[Stored data entries]
_ _ _ _ _ _ _
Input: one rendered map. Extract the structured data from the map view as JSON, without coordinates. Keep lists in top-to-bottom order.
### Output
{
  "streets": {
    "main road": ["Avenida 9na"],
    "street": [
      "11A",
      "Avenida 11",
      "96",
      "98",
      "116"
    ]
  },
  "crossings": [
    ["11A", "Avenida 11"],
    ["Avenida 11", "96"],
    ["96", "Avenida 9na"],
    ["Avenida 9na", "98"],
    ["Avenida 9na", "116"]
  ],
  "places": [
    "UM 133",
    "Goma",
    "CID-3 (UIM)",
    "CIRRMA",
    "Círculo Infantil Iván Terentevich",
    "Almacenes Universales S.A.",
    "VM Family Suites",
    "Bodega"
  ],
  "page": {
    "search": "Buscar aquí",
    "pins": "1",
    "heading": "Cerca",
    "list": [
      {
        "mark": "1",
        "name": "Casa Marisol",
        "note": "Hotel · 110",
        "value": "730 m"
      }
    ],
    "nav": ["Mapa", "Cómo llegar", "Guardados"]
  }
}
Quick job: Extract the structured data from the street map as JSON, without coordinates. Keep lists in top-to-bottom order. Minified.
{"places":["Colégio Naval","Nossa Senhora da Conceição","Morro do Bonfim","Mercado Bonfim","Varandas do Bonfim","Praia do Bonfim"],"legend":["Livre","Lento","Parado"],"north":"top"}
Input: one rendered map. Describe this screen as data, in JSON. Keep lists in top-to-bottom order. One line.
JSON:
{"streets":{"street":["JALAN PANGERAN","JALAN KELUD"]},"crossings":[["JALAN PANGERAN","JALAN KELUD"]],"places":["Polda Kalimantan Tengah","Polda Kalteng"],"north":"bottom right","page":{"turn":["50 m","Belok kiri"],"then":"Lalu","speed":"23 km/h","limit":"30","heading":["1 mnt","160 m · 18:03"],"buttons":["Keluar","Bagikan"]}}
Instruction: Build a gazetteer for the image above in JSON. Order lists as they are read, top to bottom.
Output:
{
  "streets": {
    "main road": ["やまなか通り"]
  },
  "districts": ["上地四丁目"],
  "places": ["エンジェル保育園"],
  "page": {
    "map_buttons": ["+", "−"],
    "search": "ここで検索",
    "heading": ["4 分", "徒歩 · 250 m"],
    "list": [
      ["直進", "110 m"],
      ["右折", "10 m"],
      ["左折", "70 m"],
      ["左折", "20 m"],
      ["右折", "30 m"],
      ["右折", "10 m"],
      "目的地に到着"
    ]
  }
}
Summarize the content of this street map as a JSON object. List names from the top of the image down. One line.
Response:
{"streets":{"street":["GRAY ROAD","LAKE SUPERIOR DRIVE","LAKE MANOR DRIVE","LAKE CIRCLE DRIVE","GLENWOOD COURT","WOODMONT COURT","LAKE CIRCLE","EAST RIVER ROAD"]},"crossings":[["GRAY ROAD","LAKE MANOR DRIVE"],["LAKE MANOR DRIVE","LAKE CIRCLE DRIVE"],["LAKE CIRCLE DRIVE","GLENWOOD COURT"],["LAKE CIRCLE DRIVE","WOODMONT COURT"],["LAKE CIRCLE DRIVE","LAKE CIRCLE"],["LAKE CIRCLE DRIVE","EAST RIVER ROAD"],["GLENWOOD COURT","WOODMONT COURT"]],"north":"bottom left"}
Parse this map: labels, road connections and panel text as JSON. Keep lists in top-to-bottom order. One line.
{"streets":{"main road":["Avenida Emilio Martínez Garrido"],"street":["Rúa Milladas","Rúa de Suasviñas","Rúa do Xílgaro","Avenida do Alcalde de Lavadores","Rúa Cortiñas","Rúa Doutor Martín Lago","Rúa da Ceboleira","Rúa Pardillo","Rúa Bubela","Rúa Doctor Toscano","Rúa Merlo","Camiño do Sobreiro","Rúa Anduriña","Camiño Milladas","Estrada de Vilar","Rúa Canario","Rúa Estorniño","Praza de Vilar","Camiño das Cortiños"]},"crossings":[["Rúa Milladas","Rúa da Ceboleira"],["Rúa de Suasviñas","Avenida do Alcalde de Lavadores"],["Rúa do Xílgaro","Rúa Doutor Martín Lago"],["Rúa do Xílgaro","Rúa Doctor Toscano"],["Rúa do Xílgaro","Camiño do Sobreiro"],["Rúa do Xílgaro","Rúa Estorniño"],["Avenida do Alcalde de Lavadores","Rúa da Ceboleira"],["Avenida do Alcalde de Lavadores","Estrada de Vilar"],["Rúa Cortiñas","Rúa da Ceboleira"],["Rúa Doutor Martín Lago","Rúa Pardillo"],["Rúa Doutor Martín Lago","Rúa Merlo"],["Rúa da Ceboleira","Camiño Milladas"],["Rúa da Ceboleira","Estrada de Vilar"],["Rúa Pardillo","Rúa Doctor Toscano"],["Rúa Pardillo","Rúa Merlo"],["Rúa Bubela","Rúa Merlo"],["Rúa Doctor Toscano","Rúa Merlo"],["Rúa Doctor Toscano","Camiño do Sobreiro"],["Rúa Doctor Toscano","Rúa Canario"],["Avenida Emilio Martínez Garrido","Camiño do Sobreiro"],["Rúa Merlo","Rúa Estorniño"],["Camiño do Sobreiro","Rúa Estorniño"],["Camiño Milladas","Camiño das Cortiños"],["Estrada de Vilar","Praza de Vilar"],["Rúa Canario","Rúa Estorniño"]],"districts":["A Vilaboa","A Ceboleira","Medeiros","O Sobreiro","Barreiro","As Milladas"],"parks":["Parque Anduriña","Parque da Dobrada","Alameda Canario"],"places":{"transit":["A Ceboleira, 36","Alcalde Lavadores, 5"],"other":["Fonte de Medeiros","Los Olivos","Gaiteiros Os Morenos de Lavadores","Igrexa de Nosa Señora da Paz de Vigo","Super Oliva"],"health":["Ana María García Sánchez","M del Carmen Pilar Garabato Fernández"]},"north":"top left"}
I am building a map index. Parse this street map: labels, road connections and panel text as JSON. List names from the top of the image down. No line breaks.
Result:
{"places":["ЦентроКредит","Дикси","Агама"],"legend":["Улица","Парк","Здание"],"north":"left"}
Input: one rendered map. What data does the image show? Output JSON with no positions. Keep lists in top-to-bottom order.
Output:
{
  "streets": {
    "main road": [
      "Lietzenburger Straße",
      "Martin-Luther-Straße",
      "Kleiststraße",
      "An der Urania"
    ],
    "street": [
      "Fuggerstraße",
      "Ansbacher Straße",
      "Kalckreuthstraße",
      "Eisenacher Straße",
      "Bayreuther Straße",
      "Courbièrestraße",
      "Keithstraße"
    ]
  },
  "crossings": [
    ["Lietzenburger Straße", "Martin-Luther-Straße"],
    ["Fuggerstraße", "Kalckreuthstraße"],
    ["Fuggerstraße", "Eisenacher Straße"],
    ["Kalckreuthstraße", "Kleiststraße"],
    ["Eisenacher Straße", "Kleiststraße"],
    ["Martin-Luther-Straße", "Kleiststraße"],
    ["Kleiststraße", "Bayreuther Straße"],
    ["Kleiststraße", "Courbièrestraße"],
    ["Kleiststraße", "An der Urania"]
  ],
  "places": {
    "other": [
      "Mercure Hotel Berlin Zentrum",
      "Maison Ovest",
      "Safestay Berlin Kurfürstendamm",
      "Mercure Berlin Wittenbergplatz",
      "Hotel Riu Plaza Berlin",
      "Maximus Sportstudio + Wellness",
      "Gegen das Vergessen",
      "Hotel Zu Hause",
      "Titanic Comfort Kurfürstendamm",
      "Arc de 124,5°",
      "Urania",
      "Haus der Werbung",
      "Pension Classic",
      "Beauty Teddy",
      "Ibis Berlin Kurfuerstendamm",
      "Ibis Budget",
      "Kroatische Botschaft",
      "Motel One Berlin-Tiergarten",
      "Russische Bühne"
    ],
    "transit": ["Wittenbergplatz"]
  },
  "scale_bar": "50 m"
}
_ _ _ _ _ _ _
PROBLEM REQUIREMENTS → Filter the entries above down to the lines containing the word "Input".

THE COMPLETED TASK →
Input: one rendered map. Extract the structured data from the map view as JSON, without coordinates. Keep lists in top-to-bottom order.
Input: one rendered map. Describe this screen as data, in JSON. Keep lists in top-to-bottom order. One line.
Input: one rendered map. What data does the image show? Output JSON with no positions. Keep lists in top-to-bottom order.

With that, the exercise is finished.